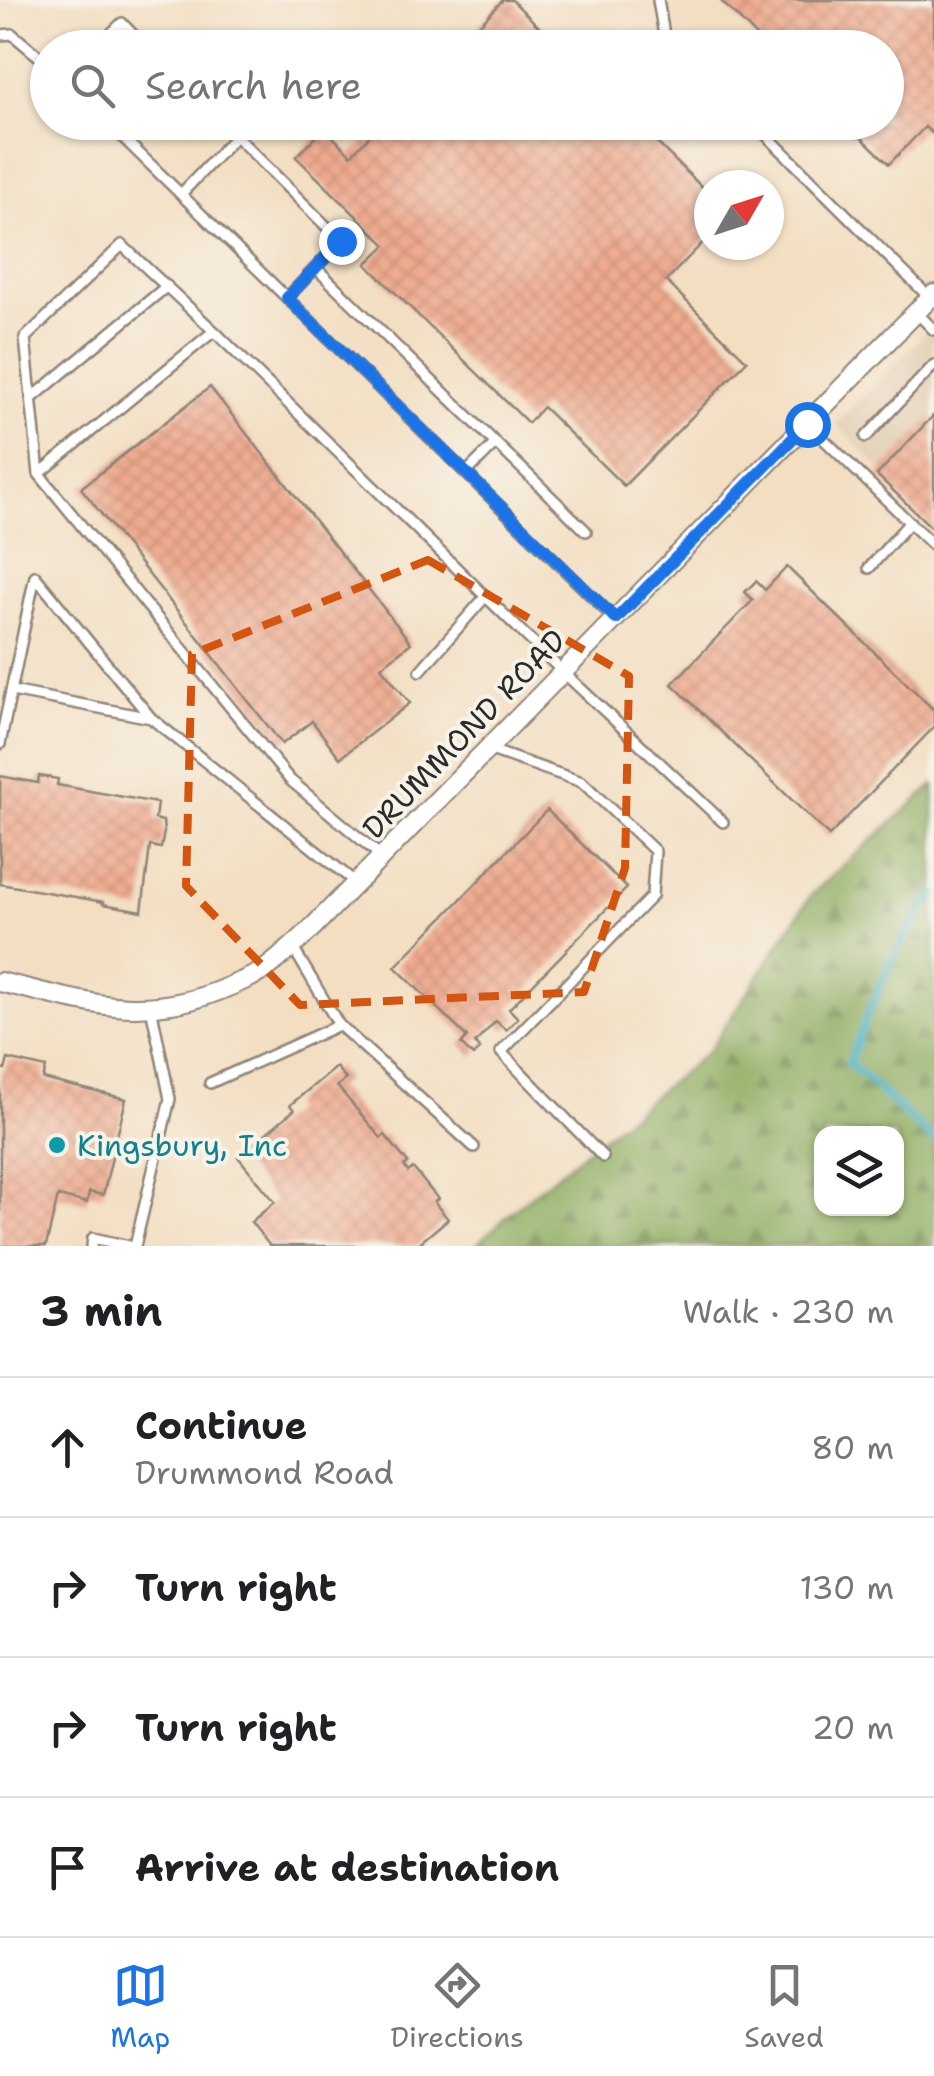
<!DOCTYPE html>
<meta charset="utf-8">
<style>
:root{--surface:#fff;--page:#f2f2f2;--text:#202124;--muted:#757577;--line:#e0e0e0;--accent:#1a73e8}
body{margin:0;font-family:"Shantell Sans",sans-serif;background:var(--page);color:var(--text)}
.controls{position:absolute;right:30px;bottom:30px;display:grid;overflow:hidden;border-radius:20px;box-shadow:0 2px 8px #0004}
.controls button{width:90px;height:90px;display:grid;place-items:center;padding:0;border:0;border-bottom:2px solid var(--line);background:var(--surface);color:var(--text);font:50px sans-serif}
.compass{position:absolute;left:694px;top:170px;width:90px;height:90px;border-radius:50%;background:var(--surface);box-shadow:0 2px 8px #0004;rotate:51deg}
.stop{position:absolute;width:30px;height:30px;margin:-22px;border:8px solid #1a73e8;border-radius:50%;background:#fff}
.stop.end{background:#1a73e8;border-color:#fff;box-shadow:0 2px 10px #0008}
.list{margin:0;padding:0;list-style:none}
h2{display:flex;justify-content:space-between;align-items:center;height:130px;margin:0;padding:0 40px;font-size:42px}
h2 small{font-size:32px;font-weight:400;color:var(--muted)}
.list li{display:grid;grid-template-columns:65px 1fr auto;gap:30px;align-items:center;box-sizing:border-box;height:140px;padding:0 40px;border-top:2px solid var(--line)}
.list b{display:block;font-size:38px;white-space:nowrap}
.list p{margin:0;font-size:32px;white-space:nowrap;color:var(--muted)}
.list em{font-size:32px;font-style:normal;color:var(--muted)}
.icon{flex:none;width:55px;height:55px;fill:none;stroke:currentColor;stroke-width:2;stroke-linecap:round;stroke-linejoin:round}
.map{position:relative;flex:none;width:934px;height:1246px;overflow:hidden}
.search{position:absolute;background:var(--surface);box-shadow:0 2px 8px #0004;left:30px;right:30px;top:30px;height:110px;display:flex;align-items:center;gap:25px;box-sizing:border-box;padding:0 35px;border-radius:55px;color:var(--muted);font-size:38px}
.sheet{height:690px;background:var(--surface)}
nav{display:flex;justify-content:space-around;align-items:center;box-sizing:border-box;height:140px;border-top:2px solid var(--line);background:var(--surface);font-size:28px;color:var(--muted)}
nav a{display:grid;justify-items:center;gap:5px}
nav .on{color:var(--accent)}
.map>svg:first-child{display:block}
</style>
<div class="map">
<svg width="934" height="1246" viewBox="0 0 934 1246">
<defs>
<pattern id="forest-firs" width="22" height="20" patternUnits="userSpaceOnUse" patternTransform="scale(2.5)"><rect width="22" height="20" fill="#8cab5e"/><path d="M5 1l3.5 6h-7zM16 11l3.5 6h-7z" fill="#738b4e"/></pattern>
<pattern id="building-cross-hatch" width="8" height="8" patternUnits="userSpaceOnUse" patternTransform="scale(2.5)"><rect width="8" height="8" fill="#efab90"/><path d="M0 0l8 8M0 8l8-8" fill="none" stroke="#cd937c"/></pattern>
</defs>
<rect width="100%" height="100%" fill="#f7f3e8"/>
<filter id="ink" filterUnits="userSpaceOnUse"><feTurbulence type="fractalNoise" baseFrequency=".01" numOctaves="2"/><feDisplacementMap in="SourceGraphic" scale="20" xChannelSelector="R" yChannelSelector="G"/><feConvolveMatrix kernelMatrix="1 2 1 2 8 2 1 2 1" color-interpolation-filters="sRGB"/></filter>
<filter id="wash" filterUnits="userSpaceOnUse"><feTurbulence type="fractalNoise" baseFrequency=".0048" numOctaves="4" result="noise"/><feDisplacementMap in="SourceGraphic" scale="40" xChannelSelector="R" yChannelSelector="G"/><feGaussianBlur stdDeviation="2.25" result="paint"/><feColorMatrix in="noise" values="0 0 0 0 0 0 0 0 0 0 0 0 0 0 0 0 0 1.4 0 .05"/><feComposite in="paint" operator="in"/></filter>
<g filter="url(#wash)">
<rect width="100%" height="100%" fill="#f3dec2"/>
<path fill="#e2cdb2" d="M934 325V522L836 424Z"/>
<path fill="url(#forest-firs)" stroke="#5c6b44" stroke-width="2.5" fill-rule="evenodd" d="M934 785V1246H475L516 1208 709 1051 812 894ZM822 1134H896V1208H822Z"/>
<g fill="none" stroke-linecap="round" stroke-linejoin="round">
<path stroke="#42afc0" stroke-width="8" d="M934 895C893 944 871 1005 849 1063L934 1140"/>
</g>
<g id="blocks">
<path fill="url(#building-cross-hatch)" d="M503 0H512L560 48H457Z
M720 0H934V135L925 127 889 164 856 132 852 136 839 122H886V48H768Z
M383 122H636L709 194V236L666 281 747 361 624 486 543 407 528 423 366 264 386 245 296 157 324 128 351 155Z
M210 387 411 643 381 667 410 703 340 758 312 721 282 744 81 488Z
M934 415V530L877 475Z
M787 567 934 710V727L829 836 672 684 753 600 745 592 756 581 765 590Z
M0 776 38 783 39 776 58 779 57 785 157 803 155 819 163 821 164 832 161 848 150 846 142 911 103 904 104 902 0 884Z
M547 810 627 888 509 1009 518 1018 506 1030 496 1021 475 1043 480 1049 473 1056 461 1044 467 1037 395 967Z
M8 1059 46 1068 43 1079 126 1099 103 1195 89 1192 87 1203 58 1196 46 1246H0V1069L5 1070Z
M336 1067 346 1079 337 1086 381 1138 385 1135 408 1163 404 1166 408 1172 413 1168 438 1199 434 1202 448 1219 416 1246H270L251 1222 275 1202 238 1157 294 1110 290 1105Z"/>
</g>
</g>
<g filter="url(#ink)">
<use href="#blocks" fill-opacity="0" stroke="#8f8476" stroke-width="2.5"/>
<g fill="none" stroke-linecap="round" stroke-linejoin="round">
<defs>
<path id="lane" d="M658 0 664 35 677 48
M0 35 12 34 48 64
M96 48 122 23 146 48
M107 122 615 619
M222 122 341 241 287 298
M753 122 930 298
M181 194 236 136
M316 268 586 531
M916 312 934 330
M31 399 167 286
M807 423 934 546
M866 437 934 365
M466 473 496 443
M39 474 25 338 122 245 214 331
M869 568 910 522
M420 671 486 596
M12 691 151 718
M0 744 35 576 151 718 356 883
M488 749 582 782 655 851 652 896 501 1052 603 1157
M382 857 290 780 39 474 214 331 563 672 723 822
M292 946 339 1025 474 1147
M210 1083 339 1025
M92 1246 93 1238 129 1246
M135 1246 170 1099 151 1007"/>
<path id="street" d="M0 982C84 1002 144 1024 228 987 240 982 253 977 264 970 278 960 292 947 305 935L934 294"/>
</defs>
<use href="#lane" stroke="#8f8476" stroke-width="14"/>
<use href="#street" stroke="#8f8476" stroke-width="22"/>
<use href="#lane" stroke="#fff" stroke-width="9"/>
<use href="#street" stroke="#fff" stroke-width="18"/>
</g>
</g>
<g fill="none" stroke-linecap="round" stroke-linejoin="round" filter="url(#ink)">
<path stroke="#1a73e8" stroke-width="12" d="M341 241 287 298 616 619 807 424"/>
</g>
<path fill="none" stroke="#d5540f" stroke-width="8" stroke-dasharray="20 12" stroke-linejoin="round" d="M428 560 629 676 625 868 584 992 300 1005 186 886 192 654Z"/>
<circle fill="#0f9aa8" stroke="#f7f3e8" stroke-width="4" cx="57" cy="1145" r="10"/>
<g text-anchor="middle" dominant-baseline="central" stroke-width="8" stroke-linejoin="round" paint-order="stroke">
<g font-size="30" fill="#2b2b2b" stroke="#f7f3e8">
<text transform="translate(464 734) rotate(-46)">DRUMMOND ROAD</text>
</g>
<g font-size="30" fill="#0d838f" stroke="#f7f3e8" text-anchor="start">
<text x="77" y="1145">Kingsbury, Inc</text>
</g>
</g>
</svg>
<div class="controls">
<button><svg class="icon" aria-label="layers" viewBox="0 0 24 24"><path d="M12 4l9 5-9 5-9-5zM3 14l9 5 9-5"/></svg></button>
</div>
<svg class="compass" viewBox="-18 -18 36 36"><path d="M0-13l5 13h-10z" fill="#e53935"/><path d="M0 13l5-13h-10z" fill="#757577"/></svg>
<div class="stop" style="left:807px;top:424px"></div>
<div class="stop end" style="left:341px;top:241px"></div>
<div class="search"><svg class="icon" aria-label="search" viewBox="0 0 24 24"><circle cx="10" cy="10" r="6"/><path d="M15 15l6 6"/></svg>Search here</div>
</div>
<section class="sheet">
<h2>3 min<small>Walk · 230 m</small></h2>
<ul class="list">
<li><svg class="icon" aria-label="ahead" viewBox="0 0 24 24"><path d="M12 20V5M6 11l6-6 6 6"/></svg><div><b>Continue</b><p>Drummond Road</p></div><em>80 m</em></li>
<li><svg class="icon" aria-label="right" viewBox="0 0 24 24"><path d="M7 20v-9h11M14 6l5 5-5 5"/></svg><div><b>Turn right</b></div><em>130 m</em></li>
<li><svg class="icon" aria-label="right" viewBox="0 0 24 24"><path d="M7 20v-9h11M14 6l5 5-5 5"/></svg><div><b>Turn right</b></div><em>20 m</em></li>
<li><svg class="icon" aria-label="arrive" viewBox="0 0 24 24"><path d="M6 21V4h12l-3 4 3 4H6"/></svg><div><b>Arrive at destination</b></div></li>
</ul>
</section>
<nav>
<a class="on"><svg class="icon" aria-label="map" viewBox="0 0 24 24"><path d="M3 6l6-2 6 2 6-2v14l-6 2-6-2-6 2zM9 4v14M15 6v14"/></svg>Map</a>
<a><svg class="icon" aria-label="directions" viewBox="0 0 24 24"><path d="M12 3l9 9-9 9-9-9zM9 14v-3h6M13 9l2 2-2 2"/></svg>Directions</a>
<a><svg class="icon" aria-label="saved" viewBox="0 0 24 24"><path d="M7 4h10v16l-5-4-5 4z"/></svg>Saved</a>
</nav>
··········
Report only how many lines in the entries above contain the string "sans".

YOUR SOLUTION | 2